Scale operator failed to add quorum label

Problem statement
During Storage configuration, the recovery group status can be "Waiting on some daemons in the recovery group to be restarted".
Resolution
  1. Run the following command to check the count of the quorum node:
    oc get nodes -l scale.spectrum.ibm.com/designation=quorum
  2. Check the number of quorum nodes. Whenever the node count is less than 10, there must 3 quorum nodes. If not, apply the following quorum label for the missing nodes:
    scale.spectrum.ibm.com/designation=quorum

Remote filesystem connection goes to a Disconnected state

Problem statement
If even one scale core pod is not ready due to node restart or other issues, then a problem occurs on the filesystem mount of that node and the filesystem CR reports errors. As a result, the filesystem goes to a Disconnected and the same is displayed on the IBM Fusion user interface.
Resolution
Wait for the scale core pod to go to Ready state, and the filesystem automatically changes to Connected state.

PVCs stuck in pending state

Resolution
If PVCs are stuck in a pending state for a long time, restart Scale GUI pods.

Nodes with pods scheduled for storage results in a crashloobackoff or container creating errors

Problem statement
When install, upgrade, or upsize operations are in progress and the storage configuration is not yet done, the nodes with pods scheduled for storage results in a crashloobackoff or container creating errors.
Resolution
To resolve this issue, disable schedule on these nodes before you begin these operations, and schedule the pods on nodes that are configured for storage.

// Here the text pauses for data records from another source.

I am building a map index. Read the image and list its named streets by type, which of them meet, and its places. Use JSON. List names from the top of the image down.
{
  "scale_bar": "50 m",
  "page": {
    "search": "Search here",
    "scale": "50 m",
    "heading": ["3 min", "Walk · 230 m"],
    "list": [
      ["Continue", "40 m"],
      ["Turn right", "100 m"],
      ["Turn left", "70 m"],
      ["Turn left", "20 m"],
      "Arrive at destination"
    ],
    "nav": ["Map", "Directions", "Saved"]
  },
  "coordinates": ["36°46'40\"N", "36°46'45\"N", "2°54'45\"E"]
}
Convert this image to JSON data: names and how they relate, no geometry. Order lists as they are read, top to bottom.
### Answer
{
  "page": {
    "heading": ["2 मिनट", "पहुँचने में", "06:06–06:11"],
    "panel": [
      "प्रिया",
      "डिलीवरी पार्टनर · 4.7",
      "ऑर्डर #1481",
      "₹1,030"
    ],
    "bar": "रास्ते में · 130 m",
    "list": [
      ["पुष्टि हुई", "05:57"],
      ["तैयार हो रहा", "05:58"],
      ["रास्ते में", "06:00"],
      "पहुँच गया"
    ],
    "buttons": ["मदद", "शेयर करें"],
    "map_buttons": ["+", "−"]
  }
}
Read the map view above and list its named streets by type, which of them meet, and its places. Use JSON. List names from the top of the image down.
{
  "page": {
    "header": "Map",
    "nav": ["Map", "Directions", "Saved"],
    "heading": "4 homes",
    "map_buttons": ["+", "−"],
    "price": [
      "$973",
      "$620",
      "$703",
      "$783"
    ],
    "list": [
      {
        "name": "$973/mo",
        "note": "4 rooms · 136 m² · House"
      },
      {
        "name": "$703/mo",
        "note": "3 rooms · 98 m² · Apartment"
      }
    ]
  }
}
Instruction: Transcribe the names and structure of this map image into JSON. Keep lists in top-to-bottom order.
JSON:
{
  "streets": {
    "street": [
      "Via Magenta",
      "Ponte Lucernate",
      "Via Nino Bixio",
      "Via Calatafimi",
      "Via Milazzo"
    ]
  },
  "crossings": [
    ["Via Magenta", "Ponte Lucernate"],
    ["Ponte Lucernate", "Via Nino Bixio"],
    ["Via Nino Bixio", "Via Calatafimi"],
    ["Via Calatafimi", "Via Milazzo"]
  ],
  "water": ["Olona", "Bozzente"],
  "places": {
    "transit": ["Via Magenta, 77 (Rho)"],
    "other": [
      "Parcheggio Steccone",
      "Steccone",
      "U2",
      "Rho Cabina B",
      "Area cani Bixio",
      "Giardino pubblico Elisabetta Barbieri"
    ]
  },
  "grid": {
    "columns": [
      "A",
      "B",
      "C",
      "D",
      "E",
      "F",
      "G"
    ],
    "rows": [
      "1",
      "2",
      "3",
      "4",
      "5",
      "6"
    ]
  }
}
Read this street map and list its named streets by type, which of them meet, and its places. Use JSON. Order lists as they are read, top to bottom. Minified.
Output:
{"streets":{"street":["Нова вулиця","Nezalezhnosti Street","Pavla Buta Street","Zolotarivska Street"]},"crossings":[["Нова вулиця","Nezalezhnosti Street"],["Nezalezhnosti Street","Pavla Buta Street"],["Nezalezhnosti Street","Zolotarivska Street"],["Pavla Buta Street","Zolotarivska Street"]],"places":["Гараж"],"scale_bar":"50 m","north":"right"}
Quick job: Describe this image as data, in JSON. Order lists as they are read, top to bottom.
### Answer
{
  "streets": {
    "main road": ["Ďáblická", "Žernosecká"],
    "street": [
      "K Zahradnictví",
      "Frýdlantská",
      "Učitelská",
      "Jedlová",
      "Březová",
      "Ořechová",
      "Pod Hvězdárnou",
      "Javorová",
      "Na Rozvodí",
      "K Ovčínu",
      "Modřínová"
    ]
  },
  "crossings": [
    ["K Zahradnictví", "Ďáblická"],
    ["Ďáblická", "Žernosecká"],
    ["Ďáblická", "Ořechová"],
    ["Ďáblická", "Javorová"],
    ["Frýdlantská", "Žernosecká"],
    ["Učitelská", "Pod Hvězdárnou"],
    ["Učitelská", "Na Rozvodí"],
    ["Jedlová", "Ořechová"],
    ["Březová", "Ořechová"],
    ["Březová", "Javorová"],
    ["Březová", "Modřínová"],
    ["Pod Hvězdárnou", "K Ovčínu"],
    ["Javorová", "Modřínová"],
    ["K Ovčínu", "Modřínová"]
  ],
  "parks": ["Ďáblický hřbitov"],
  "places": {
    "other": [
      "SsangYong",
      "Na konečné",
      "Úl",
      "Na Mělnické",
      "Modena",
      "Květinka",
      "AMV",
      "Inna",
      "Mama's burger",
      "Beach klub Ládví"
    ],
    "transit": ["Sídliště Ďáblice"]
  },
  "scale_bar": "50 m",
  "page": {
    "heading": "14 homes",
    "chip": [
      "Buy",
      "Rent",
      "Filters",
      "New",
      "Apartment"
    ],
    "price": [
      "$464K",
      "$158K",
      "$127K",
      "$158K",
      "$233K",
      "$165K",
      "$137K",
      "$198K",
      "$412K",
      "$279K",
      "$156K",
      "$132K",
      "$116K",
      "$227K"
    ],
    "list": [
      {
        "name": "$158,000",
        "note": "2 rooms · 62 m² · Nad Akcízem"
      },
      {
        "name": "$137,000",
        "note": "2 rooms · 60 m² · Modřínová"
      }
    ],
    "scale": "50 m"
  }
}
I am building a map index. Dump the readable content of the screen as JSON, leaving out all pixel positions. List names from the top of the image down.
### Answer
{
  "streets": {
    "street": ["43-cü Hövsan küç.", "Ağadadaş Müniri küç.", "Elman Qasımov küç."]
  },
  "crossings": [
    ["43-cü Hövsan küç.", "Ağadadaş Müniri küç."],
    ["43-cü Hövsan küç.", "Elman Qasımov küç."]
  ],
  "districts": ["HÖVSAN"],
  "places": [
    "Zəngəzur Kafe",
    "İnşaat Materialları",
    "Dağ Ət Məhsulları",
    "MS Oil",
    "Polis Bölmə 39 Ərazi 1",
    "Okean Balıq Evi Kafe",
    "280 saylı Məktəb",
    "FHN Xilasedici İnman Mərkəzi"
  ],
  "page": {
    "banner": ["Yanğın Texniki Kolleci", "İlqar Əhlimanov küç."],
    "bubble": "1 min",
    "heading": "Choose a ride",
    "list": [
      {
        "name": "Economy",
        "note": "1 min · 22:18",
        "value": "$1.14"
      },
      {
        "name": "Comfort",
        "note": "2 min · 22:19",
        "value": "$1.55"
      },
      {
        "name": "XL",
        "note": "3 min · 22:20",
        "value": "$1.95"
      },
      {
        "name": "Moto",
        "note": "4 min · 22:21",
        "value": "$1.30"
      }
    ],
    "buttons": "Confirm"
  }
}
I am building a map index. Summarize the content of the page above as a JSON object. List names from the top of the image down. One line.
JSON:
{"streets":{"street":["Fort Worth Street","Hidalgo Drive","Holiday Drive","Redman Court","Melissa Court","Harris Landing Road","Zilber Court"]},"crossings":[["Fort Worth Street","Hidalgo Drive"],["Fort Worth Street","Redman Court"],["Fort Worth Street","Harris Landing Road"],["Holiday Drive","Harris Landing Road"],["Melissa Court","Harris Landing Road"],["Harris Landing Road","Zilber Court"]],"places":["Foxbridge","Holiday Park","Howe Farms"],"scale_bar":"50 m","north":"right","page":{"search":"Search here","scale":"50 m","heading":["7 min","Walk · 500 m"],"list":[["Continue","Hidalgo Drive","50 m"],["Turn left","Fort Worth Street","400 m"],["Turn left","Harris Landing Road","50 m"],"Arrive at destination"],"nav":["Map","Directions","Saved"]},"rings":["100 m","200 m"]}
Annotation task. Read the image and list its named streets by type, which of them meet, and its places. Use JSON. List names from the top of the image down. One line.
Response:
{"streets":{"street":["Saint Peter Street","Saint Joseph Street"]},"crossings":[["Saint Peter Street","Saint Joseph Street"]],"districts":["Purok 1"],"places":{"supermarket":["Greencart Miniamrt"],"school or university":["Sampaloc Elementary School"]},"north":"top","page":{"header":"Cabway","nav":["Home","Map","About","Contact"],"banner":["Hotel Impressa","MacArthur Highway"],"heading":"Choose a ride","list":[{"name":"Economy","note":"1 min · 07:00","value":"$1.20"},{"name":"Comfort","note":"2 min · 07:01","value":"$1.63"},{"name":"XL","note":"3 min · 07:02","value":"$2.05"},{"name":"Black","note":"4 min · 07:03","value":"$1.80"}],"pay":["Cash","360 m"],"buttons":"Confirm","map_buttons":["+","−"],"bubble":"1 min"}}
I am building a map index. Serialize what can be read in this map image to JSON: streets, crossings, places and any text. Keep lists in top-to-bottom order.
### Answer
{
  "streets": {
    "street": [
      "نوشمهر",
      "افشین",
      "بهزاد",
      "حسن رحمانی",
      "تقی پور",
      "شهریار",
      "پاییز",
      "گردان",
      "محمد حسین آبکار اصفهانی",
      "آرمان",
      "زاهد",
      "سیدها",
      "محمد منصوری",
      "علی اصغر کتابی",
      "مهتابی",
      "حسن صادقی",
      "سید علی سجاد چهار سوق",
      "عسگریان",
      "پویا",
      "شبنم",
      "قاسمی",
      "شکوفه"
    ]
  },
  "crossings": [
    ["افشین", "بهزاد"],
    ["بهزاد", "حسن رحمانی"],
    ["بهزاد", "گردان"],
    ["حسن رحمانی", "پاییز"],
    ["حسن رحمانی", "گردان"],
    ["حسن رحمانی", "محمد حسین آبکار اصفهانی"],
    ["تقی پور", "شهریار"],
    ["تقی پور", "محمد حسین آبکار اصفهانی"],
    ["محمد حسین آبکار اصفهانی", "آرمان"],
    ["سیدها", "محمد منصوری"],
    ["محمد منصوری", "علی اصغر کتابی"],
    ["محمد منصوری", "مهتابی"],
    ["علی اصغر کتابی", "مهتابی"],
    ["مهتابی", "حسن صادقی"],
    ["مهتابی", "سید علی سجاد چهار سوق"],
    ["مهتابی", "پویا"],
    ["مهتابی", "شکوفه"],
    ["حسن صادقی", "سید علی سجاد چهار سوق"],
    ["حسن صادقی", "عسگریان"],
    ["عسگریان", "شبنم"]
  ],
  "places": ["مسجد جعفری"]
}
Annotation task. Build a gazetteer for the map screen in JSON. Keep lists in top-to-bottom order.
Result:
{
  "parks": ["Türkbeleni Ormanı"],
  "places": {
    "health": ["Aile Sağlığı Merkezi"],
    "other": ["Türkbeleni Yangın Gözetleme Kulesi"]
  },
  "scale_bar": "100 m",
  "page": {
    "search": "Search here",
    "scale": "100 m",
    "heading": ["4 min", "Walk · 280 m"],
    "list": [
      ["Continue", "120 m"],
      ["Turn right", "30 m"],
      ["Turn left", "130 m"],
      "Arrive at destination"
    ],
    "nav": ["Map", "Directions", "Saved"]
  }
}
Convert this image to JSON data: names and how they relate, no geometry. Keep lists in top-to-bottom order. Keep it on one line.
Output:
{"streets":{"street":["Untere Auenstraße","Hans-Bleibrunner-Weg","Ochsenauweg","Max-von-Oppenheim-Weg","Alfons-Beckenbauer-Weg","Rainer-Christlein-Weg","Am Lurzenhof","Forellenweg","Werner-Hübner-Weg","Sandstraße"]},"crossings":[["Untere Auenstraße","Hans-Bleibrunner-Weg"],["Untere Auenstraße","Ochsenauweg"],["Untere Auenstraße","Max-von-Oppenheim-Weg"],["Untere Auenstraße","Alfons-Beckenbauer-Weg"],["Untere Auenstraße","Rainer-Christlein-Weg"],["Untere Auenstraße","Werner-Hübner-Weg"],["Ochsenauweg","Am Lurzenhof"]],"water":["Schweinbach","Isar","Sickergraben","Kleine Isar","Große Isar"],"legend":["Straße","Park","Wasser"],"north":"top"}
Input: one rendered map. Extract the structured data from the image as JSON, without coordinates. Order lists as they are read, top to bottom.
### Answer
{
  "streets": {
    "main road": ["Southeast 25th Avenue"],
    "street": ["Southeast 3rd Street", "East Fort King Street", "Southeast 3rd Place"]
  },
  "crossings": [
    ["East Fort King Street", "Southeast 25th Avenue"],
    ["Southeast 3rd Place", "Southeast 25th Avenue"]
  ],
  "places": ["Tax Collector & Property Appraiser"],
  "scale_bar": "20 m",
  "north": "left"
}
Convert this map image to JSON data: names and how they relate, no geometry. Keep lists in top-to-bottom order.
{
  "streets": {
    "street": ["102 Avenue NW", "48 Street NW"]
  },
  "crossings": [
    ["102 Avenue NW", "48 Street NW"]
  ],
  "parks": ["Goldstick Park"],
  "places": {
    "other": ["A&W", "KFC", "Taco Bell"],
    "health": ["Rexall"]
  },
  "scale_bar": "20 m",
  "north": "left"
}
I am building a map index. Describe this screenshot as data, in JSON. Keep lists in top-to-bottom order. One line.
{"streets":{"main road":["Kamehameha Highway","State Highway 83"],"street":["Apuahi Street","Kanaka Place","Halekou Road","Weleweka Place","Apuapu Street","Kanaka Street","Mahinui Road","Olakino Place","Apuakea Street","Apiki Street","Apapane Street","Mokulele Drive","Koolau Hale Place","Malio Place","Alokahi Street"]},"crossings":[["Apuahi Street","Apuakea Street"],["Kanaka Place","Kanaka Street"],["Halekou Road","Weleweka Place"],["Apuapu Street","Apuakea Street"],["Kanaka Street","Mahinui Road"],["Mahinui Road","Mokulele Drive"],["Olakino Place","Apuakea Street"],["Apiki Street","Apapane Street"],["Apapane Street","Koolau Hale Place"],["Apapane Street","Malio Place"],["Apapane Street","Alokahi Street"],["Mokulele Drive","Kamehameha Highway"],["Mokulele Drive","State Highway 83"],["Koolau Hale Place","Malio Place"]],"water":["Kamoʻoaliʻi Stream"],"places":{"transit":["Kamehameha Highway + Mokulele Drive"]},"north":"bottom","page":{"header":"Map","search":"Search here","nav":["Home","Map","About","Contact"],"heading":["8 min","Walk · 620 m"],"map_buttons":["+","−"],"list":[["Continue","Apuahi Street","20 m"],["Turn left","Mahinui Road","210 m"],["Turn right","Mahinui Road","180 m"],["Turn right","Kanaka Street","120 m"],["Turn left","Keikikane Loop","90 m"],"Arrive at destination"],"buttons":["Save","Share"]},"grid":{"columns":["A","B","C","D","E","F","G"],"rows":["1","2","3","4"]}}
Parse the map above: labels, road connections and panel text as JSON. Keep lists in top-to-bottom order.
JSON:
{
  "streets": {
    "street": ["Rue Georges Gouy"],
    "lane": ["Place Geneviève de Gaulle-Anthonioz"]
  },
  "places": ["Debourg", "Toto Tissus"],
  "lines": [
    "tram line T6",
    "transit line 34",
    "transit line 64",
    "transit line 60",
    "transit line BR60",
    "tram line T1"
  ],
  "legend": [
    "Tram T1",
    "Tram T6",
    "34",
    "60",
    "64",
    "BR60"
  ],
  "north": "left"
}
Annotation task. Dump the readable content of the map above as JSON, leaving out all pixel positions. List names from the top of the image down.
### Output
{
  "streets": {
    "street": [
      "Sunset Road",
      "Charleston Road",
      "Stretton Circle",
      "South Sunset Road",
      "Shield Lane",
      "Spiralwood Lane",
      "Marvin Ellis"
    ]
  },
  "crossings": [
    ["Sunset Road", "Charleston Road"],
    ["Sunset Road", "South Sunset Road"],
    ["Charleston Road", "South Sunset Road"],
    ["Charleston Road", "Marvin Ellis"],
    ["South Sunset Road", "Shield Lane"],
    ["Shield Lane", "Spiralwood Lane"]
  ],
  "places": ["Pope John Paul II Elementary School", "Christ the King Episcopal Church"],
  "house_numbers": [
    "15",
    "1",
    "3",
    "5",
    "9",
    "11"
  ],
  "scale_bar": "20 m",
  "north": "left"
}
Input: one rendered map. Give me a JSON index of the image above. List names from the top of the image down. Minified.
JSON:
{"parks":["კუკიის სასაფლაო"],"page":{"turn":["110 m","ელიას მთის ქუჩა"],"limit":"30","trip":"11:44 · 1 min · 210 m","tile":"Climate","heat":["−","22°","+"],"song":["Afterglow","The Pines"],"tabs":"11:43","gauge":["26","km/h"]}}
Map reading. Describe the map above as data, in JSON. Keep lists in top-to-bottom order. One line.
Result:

File system is not mounted on some nodes

Problem statement
After IBM Storage Scale upgrade, the file system is not mounted on some nodes.
Resolution
Do the following workaround steps:
  1. Delete the problematic pod where the file system is not mounted. Delete one pod at a time.
  2. Refresh the pod overview page until the pod appears. Run watch oc get pods.
  3. When the problematic pod comes up, set the replicas to 0 in the Spec section in the ibm-spectrum-scale-operator namespace. You must stop the operator deployment immediately. Ensure that no operator pod is running in ibm-spectrum-scale-operator namespace. Command for setting the operator replica to 0:
    oc patch deploy ibm-spectrum-scale-controller-manager \
     --type='json' -n ibm-spectrum-scale-operator \
     -p='[{"op": "replace", "path": "/spec/replicas", "value": 0}]'
    
    oc get deployment -n ibm-spectrum-scale-operator
    Sample output:
    
    I0420 16:56:23.579340    4184 request.go:645] Throttling request took 1.192496025s, request: GET:https://api.isf-rackk.rtp.raleigh.ibm.com:6443/apis/nmstate.io/v1beta1?timeout=32s
    NAME                                    READY   UP-TO-DATE   AVAILABLE   AGE
    ibm-spectrum-scale-controller-manager   0/0     0            0           28h
  4. Wait till the problematic pod is in init container state and run the following command:
    oc exec podname -- mmsdrrestore -p <any working core ip/name[Specify pod IP where FS is mounted]>
  5. After the previous step is successful, set the replicas to 1 again in the ibm-spectrum-scale-operator deployment.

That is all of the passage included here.